INSTRUCTIONS TO FOLLOW: Find how many lines in the material below contain the word "from" and give only that number.

== WORKING DATA

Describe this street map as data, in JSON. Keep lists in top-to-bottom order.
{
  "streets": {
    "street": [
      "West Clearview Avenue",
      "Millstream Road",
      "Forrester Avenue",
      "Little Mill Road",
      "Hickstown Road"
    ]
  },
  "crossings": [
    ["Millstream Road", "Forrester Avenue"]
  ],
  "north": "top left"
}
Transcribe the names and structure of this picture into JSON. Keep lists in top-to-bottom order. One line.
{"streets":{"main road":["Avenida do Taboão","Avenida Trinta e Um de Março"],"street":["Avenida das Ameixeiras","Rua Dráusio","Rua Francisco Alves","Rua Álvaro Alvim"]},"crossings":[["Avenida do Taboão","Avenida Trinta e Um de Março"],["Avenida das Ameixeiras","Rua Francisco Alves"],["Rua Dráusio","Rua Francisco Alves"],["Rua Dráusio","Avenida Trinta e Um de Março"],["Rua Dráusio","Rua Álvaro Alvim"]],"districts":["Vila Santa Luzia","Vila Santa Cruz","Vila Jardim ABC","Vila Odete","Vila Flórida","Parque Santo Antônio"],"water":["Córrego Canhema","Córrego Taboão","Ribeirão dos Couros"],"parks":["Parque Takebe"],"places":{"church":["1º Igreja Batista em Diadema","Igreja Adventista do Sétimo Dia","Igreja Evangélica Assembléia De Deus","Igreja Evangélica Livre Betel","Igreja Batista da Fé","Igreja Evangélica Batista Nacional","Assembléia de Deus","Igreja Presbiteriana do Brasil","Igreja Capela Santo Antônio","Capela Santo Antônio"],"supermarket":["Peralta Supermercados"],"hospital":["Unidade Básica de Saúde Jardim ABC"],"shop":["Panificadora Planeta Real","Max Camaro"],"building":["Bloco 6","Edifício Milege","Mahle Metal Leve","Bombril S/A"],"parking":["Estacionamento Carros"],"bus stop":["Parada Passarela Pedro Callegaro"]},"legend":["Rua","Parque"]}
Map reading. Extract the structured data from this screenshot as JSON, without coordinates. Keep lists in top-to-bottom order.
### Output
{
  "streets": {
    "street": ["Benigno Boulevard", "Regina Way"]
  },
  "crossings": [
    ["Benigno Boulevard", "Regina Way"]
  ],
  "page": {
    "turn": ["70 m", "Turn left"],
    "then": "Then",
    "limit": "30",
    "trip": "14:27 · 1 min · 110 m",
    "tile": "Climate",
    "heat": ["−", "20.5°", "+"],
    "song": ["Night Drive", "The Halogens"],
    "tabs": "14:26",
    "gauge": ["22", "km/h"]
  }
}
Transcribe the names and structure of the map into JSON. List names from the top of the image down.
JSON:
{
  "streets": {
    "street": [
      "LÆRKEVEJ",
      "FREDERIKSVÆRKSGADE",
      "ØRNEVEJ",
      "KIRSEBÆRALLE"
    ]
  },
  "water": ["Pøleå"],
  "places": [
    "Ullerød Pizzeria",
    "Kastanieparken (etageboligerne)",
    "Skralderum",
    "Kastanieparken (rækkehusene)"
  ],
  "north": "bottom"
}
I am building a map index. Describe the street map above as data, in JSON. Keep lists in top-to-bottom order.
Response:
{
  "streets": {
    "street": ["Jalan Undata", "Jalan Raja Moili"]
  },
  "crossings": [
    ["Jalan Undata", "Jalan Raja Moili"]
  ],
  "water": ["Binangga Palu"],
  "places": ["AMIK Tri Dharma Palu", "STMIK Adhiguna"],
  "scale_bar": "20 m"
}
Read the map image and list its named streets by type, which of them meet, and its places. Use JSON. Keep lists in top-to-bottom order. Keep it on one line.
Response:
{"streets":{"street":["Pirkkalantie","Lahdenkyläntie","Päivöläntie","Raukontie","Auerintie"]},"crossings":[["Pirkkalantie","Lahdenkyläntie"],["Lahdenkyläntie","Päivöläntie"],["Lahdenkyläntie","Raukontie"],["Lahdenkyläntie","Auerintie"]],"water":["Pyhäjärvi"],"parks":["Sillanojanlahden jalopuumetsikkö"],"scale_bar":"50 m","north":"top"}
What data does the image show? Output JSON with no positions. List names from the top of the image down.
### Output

====

EXERCISE ANSWER: 3